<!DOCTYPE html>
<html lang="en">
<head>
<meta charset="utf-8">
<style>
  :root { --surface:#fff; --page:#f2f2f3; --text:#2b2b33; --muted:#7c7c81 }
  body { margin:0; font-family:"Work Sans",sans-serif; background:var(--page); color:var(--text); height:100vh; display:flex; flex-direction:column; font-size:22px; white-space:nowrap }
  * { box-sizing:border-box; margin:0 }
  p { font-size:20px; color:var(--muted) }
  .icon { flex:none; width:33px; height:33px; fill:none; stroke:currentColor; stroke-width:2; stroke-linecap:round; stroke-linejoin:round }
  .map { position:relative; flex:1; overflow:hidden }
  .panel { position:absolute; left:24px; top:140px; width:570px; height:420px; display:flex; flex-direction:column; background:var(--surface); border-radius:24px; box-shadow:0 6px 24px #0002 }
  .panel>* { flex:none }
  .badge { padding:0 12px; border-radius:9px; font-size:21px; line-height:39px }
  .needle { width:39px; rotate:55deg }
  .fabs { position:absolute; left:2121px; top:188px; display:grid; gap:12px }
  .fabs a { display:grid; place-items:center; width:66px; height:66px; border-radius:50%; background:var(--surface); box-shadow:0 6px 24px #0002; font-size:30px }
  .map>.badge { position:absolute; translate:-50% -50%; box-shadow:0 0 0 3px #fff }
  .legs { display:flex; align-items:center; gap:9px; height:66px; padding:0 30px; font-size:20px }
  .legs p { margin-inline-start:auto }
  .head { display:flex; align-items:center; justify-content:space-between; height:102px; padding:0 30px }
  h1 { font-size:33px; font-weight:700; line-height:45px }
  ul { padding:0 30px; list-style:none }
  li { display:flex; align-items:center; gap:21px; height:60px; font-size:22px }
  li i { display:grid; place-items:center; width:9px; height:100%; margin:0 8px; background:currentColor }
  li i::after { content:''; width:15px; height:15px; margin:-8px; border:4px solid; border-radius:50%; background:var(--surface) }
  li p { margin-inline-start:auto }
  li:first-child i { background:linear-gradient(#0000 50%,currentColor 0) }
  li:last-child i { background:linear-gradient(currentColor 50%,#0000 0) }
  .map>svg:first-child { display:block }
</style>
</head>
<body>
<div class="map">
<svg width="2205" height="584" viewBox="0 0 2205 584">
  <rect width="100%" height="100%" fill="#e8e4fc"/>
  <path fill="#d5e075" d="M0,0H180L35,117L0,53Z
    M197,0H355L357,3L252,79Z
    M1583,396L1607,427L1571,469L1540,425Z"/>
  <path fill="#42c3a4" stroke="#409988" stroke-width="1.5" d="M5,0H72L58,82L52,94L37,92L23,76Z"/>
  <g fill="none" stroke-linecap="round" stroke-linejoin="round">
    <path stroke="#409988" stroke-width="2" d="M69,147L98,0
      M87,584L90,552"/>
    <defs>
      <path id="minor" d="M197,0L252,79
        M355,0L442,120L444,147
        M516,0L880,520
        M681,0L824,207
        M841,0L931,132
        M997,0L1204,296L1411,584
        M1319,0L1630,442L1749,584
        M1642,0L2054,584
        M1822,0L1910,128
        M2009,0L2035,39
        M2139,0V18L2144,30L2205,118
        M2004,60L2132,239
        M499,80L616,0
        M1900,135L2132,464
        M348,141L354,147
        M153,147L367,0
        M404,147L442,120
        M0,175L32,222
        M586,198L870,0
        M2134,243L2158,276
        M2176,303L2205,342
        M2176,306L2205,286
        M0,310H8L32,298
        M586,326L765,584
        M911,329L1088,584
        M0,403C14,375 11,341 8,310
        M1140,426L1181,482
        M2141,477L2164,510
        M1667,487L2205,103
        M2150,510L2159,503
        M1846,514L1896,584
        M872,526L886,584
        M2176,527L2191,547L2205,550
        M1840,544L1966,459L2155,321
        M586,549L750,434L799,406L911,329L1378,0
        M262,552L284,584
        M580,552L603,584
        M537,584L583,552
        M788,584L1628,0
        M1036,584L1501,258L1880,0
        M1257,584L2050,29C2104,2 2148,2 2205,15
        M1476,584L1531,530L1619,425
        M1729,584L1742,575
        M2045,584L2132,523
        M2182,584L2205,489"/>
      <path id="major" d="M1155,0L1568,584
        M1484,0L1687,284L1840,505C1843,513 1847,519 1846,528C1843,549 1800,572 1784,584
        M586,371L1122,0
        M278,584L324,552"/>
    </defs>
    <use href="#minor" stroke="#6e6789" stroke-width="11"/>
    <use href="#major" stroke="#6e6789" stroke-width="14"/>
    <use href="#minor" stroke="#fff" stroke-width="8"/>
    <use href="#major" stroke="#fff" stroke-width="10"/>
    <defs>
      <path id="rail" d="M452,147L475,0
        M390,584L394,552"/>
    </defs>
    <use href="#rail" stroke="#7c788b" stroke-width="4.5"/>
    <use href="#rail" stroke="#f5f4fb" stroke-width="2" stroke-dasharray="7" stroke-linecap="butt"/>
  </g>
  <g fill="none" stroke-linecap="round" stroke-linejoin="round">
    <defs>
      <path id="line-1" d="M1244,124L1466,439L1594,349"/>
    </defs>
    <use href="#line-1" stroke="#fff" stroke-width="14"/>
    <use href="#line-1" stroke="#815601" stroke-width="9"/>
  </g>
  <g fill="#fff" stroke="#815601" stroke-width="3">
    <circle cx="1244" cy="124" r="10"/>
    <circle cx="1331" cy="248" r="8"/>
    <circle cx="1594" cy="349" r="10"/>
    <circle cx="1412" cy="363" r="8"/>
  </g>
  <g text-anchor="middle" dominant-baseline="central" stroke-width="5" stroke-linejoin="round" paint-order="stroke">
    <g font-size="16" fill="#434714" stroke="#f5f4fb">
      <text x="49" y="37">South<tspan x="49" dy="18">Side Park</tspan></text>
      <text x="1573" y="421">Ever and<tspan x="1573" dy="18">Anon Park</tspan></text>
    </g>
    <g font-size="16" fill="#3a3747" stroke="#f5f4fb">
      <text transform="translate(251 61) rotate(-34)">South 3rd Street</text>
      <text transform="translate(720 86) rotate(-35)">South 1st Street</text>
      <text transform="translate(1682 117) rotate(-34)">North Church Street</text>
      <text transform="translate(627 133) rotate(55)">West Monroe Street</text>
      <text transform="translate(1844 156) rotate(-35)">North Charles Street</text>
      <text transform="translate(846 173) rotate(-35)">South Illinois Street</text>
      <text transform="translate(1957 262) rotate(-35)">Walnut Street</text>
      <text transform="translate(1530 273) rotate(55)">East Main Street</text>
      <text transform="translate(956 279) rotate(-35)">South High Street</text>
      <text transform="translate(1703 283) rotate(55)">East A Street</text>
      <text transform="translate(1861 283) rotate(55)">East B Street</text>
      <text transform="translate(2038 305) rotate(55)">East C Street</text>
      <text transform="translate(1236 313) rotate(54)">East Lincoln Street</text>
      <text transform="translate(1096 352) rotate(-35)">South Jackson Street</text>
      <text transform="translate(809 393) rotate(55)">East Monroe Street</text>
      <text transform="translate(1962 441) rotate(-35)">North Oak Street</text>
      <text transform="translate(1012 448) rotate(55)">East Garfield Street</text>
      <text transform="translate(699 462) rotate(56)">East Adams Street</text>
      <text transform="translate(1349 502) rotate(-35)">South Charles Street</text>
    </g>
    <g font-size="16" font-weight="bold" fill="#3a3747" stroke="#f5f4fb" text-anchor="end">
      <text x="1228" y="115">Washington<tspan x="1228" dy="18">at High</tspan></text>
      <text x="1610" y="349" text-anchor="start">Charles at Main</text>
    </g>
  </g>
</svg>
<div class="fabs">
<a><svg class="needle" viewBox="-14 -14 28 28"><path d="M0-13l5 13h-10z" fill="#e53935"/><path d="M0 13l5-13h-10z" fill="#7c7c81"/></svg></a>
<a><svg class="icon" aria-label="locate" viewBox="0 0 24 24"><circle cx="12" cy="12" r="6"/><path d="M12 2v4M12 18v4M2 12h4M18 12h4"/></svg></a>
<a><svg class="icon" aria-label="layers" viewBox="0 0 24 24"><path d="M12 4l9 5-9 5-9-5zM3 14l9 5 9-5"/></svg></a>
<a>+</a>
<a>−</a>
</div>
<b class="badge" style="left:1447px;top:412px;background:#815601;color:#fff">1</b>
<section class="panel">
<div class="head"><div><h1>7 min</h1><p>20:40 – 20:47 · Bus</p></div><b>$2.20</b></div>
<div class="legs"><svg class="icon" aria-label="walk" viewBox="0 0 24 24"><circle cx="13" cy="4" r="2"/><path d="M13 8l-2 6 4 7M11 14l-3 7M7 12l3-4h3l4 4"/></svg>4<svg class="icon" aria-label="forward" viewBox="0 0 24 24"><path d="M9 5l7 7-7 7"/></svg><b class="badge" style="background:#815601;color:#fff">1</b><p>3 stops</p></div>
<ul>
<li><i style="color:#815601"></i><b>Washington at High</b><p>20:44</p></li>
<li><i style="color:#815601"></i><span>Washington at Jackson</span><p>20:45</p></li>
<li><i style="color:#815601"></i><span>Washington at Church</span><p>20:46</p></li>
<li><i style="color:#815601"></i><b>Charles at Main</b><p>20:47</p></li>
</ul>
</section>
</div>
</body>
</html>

--

▶ _Task description_:
Above are the records. Identify each line that contains the word "fabs".

▶ _Response area_:
  .fabs { position:absolute; left:2121px; top:188px; display:grid; gap:12px }
  .fabs a { display:grid; place-items:center; width:66px; height:66px; border-radius:50%; background:var(--surface); box-shadow:0 6px 24px #0002; font-size:30px }
<div class="fabs">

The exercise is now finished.